A teenager has been sentenced to at least 13 years in prison for the murder of the promising young footballer Kiyan Prince, who was stabbed to death outside his school gates.
Hannad Hasan, 17, a Somalian refugee, was given a life sentence at the Old Bailey yesterday for the 15-year-old's murder in May last year. He would be recommended for deportation on release from prison, the judge said.

Kiyan, who played for the youth team of Queens' Park Rangers, was stabbed through the heart when he intervened in a play fight outside the London Academy in Edgware, north-west London.

Hasan, who lived with his mother in Colindale, north London, grabbed Kiyan in a headlock, stabbing him in the heart, stomach and arm with a penknife he later described as "a little toy".
The youth had admitted the manslaughter of Kiyan, described as one of the "brightest talents" on the QPR youth team, but was convicted of murder earlier this month at the Old Bailey.

Today he stood in the dock with his head bowed as the judge, Paul Worsley, told him he had shown little genuine remorse for killing the popular schoolboy.

"This is yet another case of a wholly unprovoked stabbing in a public place, by a person who produced a knife and plunged it into the heart of their unarmed victim," the judge said.

"Taking the life of another is always a terrible thing; taking the life of a talented, popular 15-year-old schoolboy who was known to you and who had done you no wrong and had everything to live for defies description.

"You have deprived his family and schoolfriends of a role model."

The judge described victim statements from Kiyan's parents, which were read out in court, as a moving tribute to "the bright star in their lives".

It was the third time the youth had gone on trial for the murder. In the original trial the jury could not agree on a verdict, and a second trial collapsed in December last year after Kiyan's distraught father approached a juror on her way home.

After his arrest, Hasan told police that he hoped Kiyan's mother could forgive him. He said: "I am terribly sorry. I know how my mum would feel."

He told police he had only intended to give Kiyan "just a little scratch" with the knife. He added: "I did not want to stick it in him. I did not want to kill him. I am thinking this is like a dream."

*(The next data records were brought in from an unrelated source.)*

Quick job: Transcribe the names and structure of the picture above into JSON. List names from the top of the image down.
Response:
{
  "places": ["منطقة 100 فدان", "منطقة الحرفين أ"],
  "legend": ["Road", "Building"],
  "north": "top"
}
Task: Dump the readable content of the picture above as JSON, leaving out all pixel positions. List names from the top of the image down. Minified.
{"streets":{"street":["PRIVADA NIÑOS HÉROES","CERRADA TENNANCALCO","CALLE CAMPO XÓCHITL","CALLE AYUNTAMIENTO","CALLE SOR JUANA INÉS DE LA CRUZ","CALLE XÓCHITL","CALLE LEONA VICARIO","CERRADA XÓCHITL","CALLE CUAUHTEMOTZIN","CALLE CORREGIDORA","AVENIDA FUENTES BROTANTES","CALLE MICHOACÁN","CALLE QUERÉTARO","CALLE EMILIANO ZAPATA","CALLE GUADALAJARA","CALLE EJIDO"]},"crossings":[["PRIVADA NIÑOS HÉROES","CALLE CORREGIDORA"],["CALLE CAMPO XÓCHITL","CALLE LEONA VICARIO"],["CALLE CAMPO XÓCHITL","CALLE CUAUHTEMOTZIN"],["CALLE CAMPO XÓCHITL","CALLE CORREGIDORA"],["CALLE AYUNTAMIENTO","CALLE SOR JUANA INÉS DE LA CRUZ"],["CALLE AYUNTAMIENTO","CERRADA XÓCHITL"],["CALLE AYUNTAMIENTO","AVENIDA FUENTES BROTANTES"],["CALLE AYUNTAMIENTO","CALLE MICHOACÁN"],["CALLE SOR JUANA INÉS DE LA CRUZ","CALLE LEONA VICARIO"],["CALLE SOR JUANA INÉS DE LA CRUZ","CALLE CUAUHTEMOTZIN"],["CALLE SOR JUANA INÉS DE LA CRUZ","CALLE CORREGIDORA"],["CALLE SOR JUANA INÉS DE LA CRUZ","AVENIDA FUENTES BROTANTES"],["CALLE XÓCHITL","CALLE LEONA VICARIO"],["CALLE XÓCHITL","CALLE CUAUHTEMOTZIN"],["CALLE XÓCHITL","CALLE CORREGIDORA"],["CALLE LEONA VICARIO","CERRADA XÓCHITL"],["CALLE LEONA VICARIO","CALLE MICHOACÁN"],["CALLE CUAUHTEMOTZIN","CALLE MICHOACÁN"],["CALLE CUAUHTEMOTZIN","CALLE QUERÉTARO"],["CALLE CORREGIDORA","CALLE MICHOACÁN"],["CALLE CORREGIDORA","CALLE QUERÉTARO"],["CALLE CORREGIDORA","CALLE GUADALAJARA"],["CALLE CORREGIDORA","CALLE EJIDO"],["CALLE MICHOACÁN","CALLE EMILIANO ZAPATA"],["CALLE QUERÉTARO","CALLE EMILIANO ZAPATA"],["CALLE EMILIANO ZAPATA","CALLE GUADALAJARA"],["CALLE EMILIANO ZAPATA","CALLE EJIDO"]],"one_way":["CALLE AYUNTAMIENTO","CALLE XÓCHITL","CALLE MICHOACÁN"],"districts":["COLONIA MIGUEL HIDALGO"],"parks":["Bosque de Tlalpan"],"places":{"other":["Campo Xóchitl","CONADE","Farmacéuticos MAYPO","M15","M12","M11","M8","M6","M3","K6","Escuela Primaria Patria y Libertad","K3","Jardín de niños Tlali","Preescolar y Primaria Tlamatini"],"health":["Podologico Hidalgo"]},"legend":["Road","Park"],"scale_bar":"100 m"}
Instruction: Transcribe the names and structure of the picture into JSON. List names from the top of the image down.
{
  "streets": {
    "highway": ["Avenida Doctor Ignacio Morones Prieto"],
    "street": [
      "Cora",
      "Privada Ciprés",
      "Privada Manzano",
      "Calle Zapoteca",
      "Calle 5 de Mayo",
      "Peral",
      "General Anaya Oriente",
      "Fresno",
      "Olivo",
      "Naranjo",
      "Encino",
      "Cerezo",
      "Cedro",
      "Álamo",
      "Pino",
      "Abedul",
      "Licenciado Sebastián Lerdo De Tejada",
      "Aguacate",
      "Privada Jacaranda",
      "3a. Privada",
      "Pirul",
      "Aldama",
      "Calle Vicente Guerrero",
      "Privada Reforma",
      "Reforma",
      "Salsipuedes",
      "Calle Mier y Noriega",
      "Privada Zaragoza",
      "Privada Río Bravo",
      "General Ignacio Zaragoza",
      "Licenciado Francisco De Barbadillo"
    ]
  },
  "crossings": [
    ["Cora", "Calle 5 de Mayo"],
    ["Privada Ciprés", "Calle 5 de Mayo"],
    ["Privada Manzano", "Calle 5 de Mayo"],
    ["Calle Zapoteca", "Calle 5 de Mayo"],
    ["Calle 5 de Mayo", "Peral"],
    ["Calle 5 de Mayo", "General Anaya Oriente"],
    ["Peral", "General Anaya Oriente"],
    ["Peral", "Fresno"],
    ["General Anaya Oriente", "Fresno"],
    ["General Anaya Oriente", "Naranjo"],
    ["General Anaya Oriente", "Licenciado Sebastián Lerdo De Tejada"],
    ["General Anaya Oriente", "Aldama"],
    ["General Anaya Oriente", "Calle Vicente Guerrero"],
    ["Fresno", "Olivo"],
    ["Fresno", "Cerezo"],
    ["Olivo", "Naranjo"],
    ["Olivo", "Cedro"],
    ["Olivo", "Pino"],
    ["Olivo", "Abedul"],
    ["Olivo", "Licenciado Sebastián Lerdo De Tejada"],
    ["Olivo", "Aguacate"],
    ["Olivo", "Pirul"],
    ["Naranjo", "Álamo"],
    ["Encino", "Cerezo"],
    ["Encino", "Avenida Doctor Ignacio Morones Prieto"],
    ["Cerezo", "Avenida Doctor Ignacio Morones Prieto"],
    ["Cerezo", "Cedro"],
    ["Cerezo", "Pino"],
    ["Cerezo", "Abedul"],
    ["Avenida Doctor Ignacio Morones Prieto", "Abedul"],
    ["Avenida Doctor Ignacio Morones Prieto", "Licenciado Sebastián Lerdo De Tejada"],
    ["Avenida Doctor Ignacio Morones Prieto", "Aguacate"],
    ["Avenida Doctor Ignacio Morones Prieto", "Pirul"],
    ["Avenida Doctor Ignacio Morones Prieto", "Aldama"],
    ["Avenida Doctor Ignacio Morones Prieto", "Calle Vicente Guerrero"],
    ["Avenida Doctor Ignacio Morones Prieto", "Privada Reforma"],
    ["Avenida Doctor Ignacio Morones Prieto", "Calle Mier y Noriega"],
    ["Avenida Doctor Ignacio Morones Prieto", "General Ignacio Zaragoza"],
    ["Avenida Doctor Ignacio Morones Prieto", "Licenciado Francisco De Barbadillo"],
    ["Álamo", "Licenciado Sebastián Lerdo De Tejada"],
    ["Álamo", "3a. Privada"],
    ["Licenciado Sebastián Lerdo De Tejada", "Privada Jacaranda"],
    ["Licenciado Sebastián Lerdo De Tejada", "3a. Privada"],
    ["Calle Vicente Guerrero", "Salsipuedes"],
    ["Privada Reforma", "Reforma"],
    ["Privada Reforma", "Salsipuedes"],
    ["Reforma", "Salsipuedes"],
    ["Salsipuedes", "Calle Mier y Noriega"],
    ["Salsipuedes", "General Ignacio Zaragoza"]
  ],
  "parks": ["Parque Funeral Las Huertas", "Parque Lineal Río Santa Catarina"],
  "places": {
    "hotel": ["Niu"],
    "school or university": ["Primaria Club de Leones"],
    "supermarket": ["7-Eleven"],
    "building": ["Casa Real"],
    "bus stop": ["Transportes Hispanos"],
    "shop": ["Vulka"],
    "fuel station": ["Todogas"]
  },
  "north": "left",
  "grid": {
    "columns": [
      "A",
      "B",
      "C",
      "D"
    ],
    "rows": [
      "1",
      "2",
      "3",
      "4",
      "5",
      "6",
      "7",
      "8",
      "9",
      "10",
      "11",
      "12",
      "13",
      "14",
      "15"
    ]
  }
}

After the jury's verdict earlier this month, Kiyan's family released a statement saying: "Kiyan's life being taken from us in this cruel way has done irreparable damage to our family. I would like to thank the jury for their wisdom and doing their part in bringing Kiyan's murderer to justice.

"Knife crime will continue to rise in numbers unless the government begins to take this knife culture seriously by coming down hard on potential murderers, because that's what a person carrying a knife is, and until then hard-working people with close families will continue to suffer."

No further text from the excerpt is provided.